Çalışma ve Sosyal Güvenlik Bakanı Süleyman Soylu, bu kolaylığı, altyapı projelerinde uluslararası teknoloji transfer edilebilsin diye getirdiklerini söylüyor. Ancak muhalefet partisi milletvekilleri aynı fikirde değil. CHP’li Özkan Yalım, Meclis kürsüsünde, mimar odaları başkanlarından bilgi aldığını vurgulayarak şöyle demiş: “Şu anda Çin’de 54 bin civarında mimar bulunmaktadır. Bunun yarısı da işsizdir.
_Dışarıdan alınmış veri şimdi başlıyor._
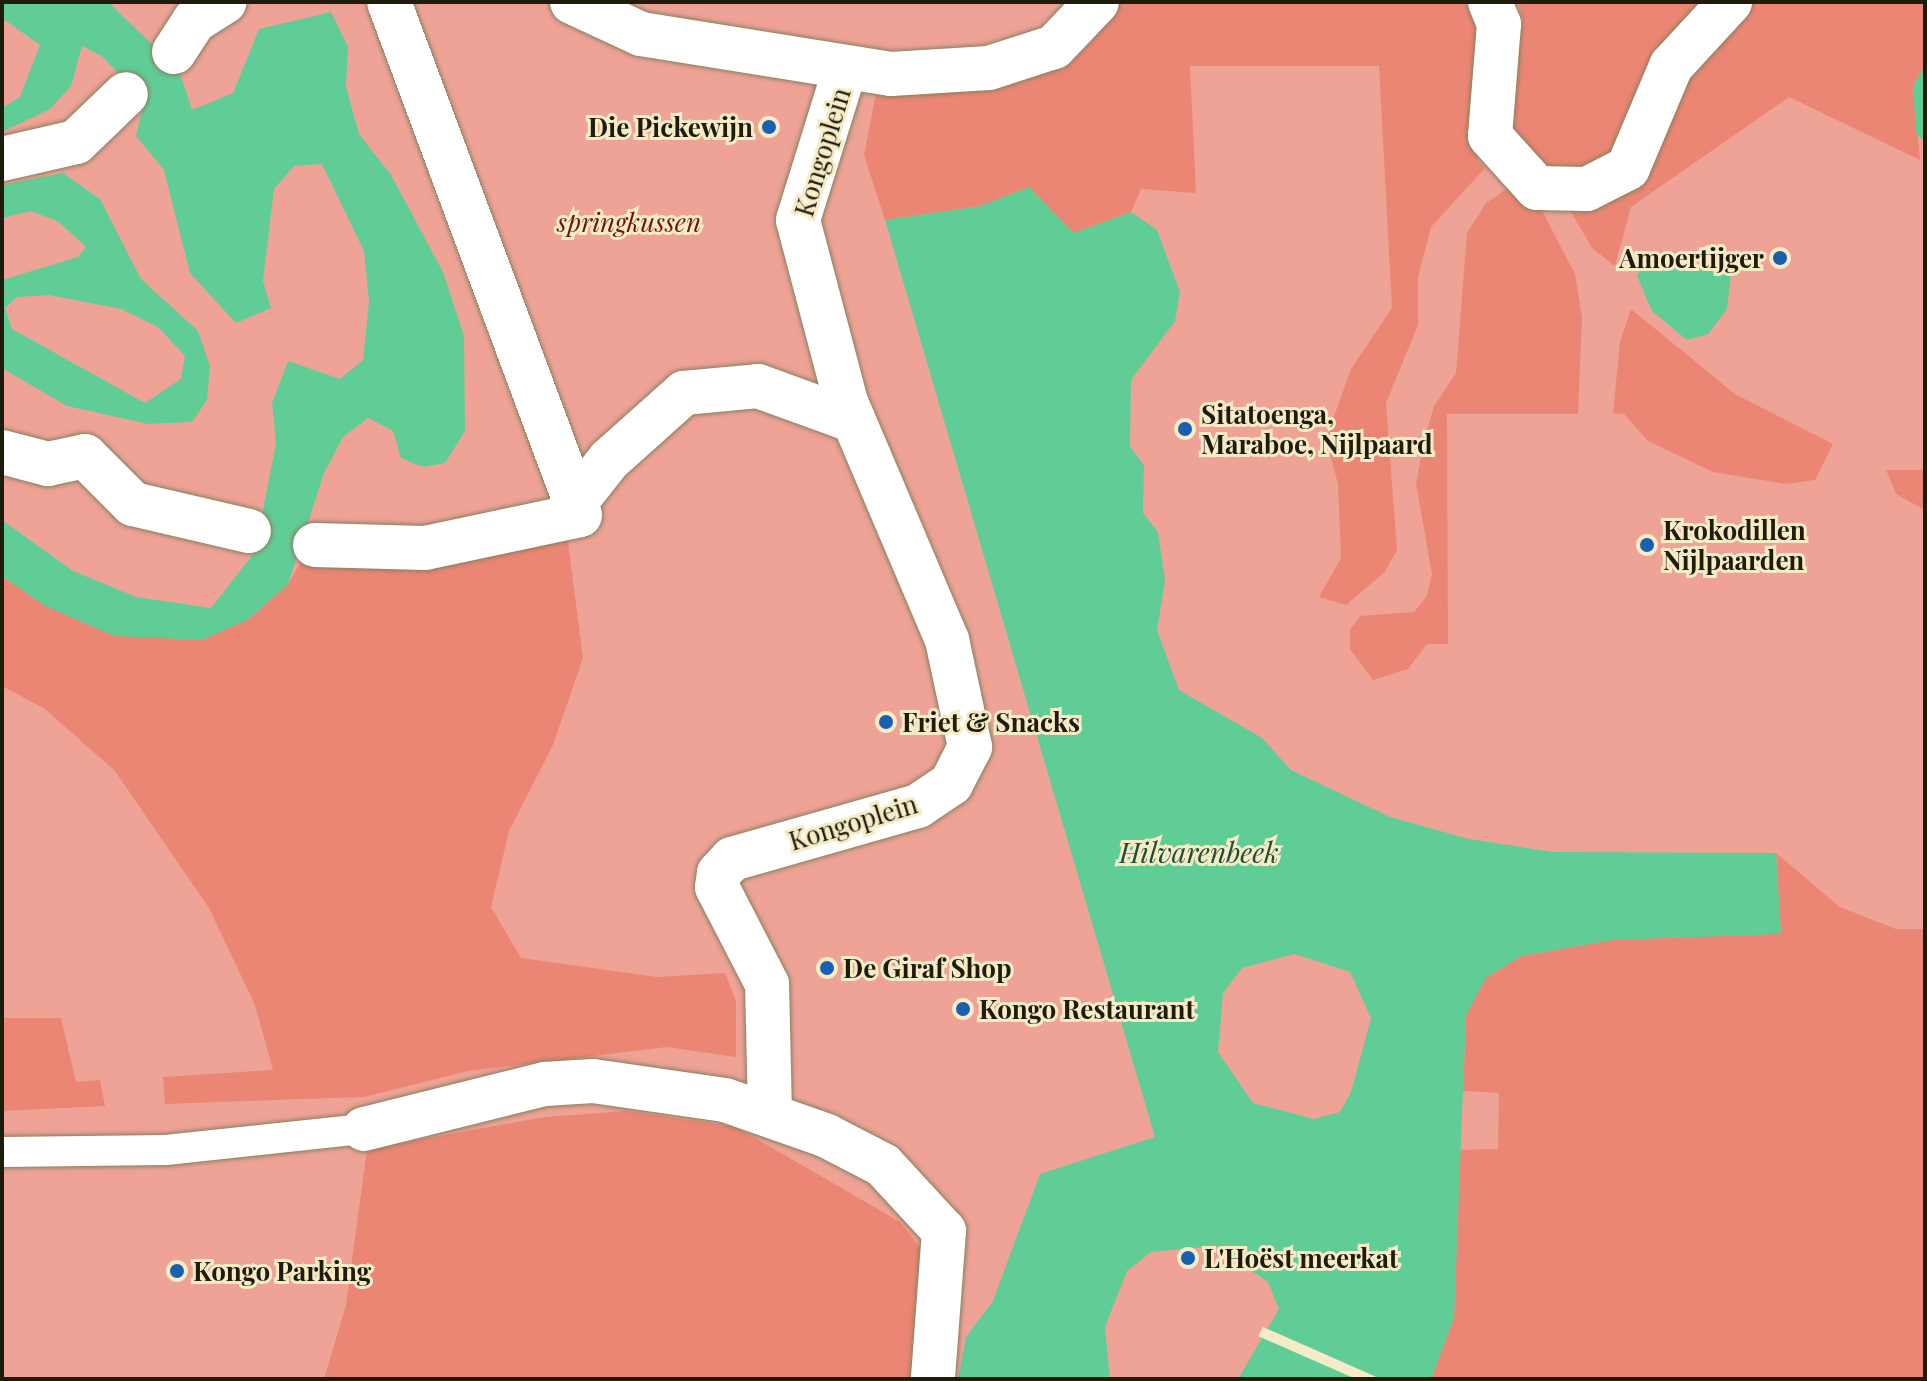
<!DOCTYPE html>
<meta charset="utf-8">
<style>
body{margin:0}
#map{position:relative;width:1927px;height:1381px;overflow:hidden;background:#f5ebc6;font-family:"Playfair Display",serif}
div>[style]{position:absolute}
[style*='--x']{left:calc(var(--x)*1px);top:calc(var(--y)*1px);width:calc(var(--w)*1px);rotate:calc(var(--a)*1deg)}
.green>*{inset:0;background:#eea396;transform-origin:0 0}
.forest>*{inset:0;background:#ec8674}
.water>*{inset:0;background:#61cd96}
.pier>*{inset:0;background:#f5ebc6}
.roads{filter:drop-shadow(0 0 2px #897f5e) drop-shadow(0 0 2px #897f5e)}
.lane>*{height:30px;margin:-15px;padding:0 15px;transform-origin:15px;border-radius:15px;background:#fff}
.street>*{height:44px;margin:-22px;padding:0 22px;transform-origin:22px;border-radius:22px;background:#fff}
.dots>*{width:22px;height:22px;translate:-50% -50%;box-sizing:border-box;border:4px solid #f5ebc6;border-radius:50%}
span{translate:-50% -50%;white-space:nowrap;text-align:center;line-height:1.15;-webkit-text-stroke:6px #f5ebc6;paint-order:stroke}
.poi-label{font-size:26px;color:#1f1b0d;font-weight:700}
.right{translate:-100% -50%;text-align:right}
.left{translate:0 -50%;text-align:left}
.street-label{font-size:26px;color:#1f1b0d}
.park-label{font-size:26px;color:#701409;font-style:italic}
.water-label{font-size:28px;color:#204d36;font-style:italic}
.frame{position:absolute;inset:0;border:4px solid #1f1b0d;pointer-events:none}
</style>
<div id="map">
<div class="green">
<i style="left:2px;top:2px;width:1923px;height:1377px"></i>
</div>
<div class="forest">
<i style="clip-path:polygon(1117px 2px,1477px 2px,1478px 161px,1485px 168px,1431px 227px,1418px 277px,1418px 325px,1386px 403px,1397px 550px,1384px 573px,1346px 605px,1319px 597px,1341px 558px,1338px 484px,1326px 439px,1351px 369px,1392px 308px,1379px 66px,1190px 66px,1196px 193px,1141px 189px,1131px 212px,1074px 233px,1029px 187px,981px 206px,885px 220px,864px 155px,877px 88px,1064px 69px,1091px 43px)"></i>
<i style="clip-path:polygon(1518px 2px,1708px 2px,1607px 167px,1541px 171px,1511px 144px,1509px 100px,1523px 20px)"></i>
<i style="clip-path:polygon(1748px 2px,1925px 2px,1925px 66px,1913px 86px,1920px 160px,1789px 97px,1631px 207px,1615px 266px,1592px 248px,1566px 203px,1683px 83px)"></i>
<i style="clip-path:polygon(1507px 189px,1538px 203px,1575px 274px,1582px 318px,1578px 414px,1447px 414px,1448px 644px,1427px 644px,1408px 669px,1373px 680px,1350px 649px,1350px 630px,1360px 616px,1414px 612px,1427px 596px,1432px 574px,1416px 484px,1424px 441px,1434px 406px,1456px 373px,1467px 233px,1486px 203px)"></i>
<i style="clip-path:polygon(1631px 309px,1735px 394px,1833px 444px,1815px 480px,1786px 484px,1713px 472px,1648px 441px,1624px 414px,1613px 413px,1620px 342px)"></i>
<i style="clip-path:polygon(1886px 470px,1925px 470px,1925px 510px,1896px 494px)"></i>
<i style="clip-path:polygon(566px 527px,583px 658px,553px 745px,509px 831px,491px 907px,521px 958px,657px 977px,725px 973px,736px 1001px,736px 1057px,667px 1047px,468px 1071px,364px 1097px,165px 1104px,163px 1077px,273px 1070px,255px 1005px,209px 908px,115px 771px,45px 709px,2px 686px,2px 576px,45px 606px,202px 640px,249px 619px,288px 584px,303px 558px)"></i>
<i style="clip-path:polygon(1776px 853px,1840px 907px,1896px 929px,1925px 929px,1925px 1379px,1432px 1377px,1454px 1318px,1460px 1150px,1498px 1149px,1499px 1093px,1463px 1091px,1466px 1015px,1486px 978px,1521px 956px,1613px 940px,1781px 933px)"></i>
<i style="clip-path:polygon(2px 1018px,61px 1018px,76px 1082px,100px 1080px,105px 1106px,2px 1111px)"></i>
<i style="clip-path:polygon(627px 1111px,736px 1127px,900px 1222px,927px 1257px,914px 1379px,324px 1379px,346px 1305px,367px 1149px,545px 1117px)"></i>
</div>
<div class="water">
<i style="clip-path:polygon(2px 2px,108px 2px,179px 70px,192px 110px,233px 93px,259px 29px,331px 12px,348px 47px,346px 87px,359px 134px,391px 175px,443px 272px,464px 336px,465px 431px,445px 463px,423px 467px,401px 458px,393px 431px,368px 418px,343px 437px,324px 473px,288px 584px,249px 619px,202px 640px,114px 636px,45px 606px,2px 576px,2px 520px,73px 571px,136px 597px,211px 608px,255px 552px,276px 443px,272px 403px,288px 361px,340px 379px,363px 360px,369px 302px,364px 251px,322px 164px,294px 166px,274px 189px,263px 281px,271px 308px,236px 323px,190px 273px,164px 170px,136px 136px,144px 101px,103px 57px,82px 46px,71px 86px,50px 109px,2px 132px,2px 108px,20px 97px,40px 45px,2px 18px)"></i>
<i style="clip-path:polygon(1925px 66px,1925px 142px,1916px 133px,1913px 86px)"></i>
<i style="clip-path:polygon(evenodd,63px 173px,100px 199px,141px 279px,198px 331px,210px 366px,207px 400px,192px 422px,148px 424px,67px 406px,2px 368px,2px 280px,78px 257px,86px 247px,59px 222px,31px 211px,2px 218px,2px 185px,63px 173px,49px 295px,121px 309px,158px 327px,185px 356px,181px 379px,145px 403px,12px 329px,5px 308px,17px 297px,49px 295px)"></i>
<i style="clip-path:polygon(evenodd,1029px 187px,1074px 233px,1131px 212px,1157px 230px,1180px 292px,1175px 321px,1131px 380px,1130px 447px,1144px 465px,1143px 513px,1158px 532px,1165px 580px,1157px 631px,1179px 690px,1262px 738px,1291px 770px,1390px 817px,1469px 839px,1553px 852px,1776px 853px,1781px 934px,1613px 940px,1521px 956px,1486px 978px,1466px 1015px,1454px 1318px,1431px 1379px,1238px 1379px,1279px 1309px,1268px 1282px,1216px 1246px,1151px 1252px,1127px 1271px,1105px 1327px,1110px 1379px,958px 1379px,966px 1337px,993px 1301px,1040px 1174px,1155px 1137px,885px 220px,981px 206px,1029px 187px,1295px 954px,1350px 972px,1371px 1018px,1351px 1092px,1340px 1112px,1314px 1119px,1253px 1103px,1218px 1052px,1223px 993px,1242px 968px,1295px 954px)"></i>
<i style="clip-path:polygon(1650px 252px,1691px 265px,1720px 263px,1731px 274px,1727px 309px,1708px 334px,1687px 340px,1652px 311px,1637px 276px)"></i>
</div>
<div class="pier">
<i style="clip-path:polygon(1263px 1327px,1381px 1379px,1356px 1379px,1258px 1336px)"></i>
</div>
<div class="roads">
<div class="lane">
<i style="--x:2;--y:1152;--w:164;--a:-0.7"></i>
<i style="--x:166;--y:1150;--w:199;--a:-6.1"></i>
</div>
<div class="street">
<i style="--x:572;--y:2;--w:76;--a:24.9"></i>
<i style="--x:641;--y:34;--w:253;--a:9.1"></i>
<i style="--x:891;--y:74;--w:98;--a:-3.5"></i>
<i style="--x:989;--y:68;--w:68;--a:-17.9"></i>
<i style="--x:1054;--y:47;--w:62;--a:-46.3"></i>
<i style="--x:1490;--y:2;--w:24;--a:68"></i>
<i style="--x:1499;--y:24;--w:112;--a:94.6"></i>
<i style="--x:1490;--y:136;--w:70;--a:47.9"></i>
<i style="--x:1537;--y:188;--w:50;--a:1.1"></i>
<i style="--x:1587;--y:189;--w:46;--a:-27.1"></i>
<i style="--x:1628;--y:168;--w:111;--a:-67.1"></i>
<i style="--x:1671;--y:66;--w:87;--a:-47.3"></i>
<i style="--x:174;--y:52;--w:37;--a:-57"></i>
<i style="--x:194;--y:21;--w:36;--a:-32"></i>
<i style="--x:2;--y:159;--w:76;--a:-12.9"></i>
<i style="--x:76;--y:142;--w:69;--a:-43.8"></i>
<i style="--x:2;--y:452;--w:48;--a:14.6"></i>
<i style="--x:48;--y:464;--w:38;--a:-12"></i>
<i style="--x:85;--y:456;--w:68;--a:45"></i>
<i style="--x:133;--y:504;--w:119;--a:13.1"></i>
<i style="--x:575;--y:503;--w:55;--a:-51.7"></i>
<i style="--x:609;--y:460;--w:101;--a:-41.8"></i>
<i style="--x:684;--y:393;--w:74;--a:-5.4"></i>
<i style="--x:758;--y:386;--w:102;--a:20"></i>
<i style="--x:315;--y:545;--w:110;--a:1.6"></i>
<i style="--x:425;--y:548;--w:158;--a:-12"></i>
<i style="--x:580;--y:515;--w:547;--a:-110.42"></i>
<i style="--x:770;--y:1114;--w:130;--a:-91.3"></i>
<i style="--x:767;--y:984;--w:109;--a:-117.3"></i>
<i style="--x:717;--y:887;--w:14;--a:-82"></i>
<i style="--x:719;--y:873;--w:19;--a:-47"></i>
<i style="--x:732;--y:859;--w:193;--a:-15.9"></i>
<i style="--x:918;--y:806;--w:40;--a:-34"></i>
<i style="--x:951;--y:784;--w:42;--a:-62.8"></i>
<i style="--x:970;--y:747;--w:109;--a:-102.1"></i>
<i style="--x:947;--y:640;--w:259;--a:-113"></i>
<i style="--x:846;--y:402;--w:188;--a:-104.8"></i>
<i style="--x:798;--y:220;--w:158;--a:-72.7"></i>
<i style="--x:364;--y:1129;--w:187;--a:-14"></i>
<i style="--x:545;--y:1084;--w:48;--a:-3.6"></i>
<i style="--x:593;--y:1081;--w:133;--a:8.2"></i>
<i style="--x:725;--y:1100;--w:108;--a:19.4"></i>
<i style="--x:827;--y:1136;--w:63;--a:27.4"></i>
<i style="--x:883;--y:1165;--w:90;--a:47.3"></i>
<i style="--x:944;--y:1231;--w:148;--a:94.3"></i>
</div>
</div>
<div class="dots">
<i style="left:769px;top:127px;background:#1a60b0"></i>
<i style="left:1780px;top:258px;background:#1a60b0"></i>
<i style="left:1185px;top:429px;background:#1a60b0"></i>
<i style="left:1647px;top:545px;background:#1a60b0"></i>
<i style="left:886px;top:722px;background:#1a60b0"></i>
<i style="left:827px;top:968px;background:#1a60b0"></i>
<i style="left:963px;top:1009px;background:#1a60b0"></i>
<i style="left:1188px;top:1258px;background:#1a60b0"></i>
<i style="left:177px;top:1271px;background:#1a60b0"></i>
</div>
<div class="poi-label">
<span class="right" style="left:753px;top:127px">Die Pickewijn</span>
<span class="right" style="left:1764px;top:258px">Amoertijger</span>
<span class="left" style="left:1201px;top:429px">Sitatoenga,<br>Maraboe, Nijlpaard</span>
<span class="left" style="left:1663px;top:545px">Krokodillen<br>Nijlpaarden</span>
<span class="left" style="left:902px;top:722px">Friet &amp; Snacks</span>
<span class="left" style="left:843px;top:968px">De Giraf Shop</span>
<span class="left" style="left:979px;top:1009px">Kongo Restaurant</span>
<span class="left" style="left:1204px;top:1258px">L'Hoëst meerkat</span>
<span class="left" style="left:193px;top:1271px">Kongo Parking</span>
</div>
<div class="street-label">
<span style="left:822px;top:152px;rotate:-73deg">Kongoplein</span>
<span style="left:853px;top:822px;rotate:-17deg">Kongoplein</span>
</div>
<div class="park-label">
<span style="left:629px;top:222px">springkussen</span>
</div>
<div class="water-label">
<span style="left:1199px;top:852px">Hilvarenbeek</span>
</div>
<div class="frame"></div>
</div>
Peki, Sayın Bakan, bu kanun çıktıktan sonra Çin’den 5-10 bin civarında mimar geldiğinde piyasanın ne duruma düşeceğini herhalde siz de tahmin edebiliyorsunuzdur. Şu andaki bizim kendi mimarlarımızın, mühendislerimizin haksız bir rekabetle karşı karşıya kalabileceğini çünkü Çin’den gelen mimarların çok daha düşük bir maliyetle çalışabileceğini özellikle belirtmek istiyorum.” Sorun bununla sınırlı değil. Yasayla yabancı mimarlara tanınan yeni haklara bizim mimarlar Avrupa’da sahip değil. Çünkü denklikleri yok.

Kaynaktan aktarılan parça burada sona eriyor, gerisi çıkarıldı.